Each of those characters has some special quality, almost like magic. Bay, the 15-year-old daughter, can look at things and know where they belong. I found this to be an especially interesting quality, and one that could be very useful around the house! But more importantly than knowing where the dishes belong, or where the Christmas decorations should be put away, is the fact that Bay knows who she belongs with. This is a major part of the plot (and not a spoiler), and I didn’t give it a whole ton of thought besides “That would be nice!” until I came across this sentence:
She simply had the benefit of knowing, knowing, where she needed to end up.

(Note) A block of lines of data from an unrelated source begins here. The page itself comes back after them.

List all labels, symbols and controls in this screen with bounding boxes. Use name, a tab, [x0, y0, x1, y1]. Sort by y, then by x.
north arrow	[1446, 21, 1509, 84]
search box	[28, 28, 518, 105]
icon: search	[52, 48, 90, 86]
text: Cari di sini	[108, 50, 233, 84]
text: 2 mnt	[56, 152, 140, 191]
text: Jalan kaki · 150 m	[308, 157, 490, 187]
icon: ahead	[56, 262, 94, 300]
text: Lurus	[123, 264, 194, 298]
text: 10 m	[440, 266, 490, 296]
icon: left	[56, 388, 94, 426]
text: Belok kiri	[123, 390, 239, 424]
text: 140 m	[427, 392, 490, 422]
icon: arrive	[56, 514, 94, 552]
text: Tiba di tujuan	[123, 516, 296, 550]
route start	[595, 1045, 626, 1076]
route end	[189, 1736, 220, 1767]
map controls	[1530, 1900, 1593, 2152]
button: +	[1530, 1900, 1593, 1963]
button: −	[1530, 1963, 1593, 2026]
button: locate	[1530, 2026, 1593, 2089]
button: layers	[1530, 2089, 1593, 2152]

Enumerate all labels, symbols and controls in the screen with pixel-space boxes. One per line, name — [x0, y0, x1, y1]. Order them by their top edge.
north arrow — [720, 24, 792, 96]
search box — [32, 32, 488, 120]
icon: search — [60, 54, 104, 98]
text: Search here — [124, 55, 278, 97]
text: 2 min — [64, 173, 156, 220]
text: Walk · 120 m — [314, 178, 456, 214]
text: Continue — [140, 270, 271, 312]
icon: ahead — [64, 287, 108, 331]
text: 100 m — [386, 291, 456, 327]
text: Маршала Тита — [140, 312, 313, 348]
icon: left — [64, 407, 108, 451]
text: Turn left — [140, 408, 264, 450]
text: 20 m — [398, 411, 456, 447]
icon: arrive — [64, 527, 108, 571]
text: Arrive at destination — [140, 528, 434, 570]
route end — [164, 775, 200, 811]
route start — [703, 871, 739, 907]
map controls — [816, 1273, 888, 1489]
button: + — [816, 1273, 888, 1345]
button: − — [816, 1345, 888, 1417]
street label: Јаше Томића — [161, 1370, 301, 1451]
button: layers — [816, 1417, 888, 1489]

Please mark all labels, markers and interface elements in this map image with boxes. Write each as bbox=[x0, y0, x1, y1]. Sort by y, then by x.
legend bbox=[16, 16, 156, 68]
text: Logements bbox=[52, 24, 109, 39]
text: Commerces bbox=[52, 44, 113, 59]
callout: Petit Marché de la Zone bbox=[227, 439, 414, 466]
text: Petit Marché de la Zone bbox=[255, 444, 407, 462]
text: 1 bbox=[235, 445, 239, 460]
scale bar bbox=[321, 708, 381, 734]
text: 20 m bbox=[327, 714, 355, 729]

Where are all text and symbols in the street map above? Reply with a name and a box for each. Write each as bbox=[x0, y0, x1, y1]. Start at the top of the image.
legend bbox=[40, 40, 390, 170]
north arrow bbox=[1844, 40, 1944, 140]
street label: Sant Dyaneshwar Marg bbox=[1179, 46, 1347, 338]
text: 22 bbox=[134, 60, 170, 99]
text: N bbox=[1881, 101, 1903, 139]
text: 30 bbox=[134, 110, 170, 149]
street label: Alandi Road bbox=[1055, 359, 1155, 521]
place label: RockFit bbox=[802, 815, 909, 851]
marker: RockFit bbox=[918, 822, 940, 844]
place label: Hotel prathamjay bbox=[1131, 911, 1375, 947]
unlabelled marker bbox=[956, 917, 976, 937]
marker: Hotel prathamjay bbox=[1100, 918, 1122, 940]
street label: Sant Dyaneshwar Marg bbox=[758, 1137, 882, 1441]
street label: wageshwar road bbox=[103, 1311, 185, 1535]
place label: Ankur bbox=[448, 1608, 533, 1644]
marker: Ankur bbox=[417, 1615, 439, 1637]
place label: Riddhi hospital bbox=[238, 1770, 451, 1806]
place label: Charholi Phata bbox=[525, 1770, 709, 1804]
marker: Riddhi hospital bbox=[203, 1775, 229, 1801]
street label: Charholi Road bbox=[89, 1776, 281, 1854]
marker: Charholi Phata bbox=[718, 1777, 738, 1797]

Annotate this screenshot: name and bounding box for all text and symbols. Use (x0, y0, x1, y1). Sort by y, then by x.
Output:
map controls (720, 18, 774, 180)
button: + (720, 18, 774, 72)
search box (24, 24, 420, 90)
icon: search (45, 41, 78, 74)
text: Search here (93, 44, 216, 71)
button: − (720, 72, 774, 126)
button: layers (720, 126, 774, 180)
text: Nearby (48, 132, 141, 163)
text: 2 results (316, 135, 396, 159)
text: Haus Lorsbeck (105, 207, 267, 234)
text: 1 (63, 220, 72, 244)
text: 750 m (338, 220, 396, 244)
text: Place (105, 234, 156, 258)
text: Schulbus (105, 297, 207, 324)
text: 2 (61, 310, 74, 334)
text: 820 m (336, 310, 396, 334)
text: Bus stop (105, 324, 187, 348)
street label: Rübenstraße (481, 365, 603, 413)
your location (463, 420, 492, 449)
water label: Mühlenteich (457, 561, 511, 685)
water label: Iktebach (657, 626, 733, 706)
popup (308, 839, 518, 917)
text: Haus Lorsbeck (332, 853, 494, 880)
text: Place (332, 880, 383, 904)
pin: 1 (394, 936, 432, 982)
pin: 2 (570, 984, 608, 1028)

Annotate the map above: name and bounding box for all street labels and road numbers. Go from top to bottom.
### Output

What an amazing thing to know: where you are going to go in your life, without any doubt. One word in that sentence stands out the most to me – benefit. Is it a benefit to know where you are going? To know who you are supposed to end up with? To know what career you are meant for? What city you belong in? What house you belong in?
Think about work. Would knowing what career you’re meant for be a benefit? It could mean a lot less guess-work and trial and error. A lot less interviewing (I hate interviews!), relocating, training, and all those necessities from a new job. It could mean a lot more opportunity to become the best at what you are meant to do. All that time you would have wasted looking for that career, spent enjoying it. But what if it’s not the career you love?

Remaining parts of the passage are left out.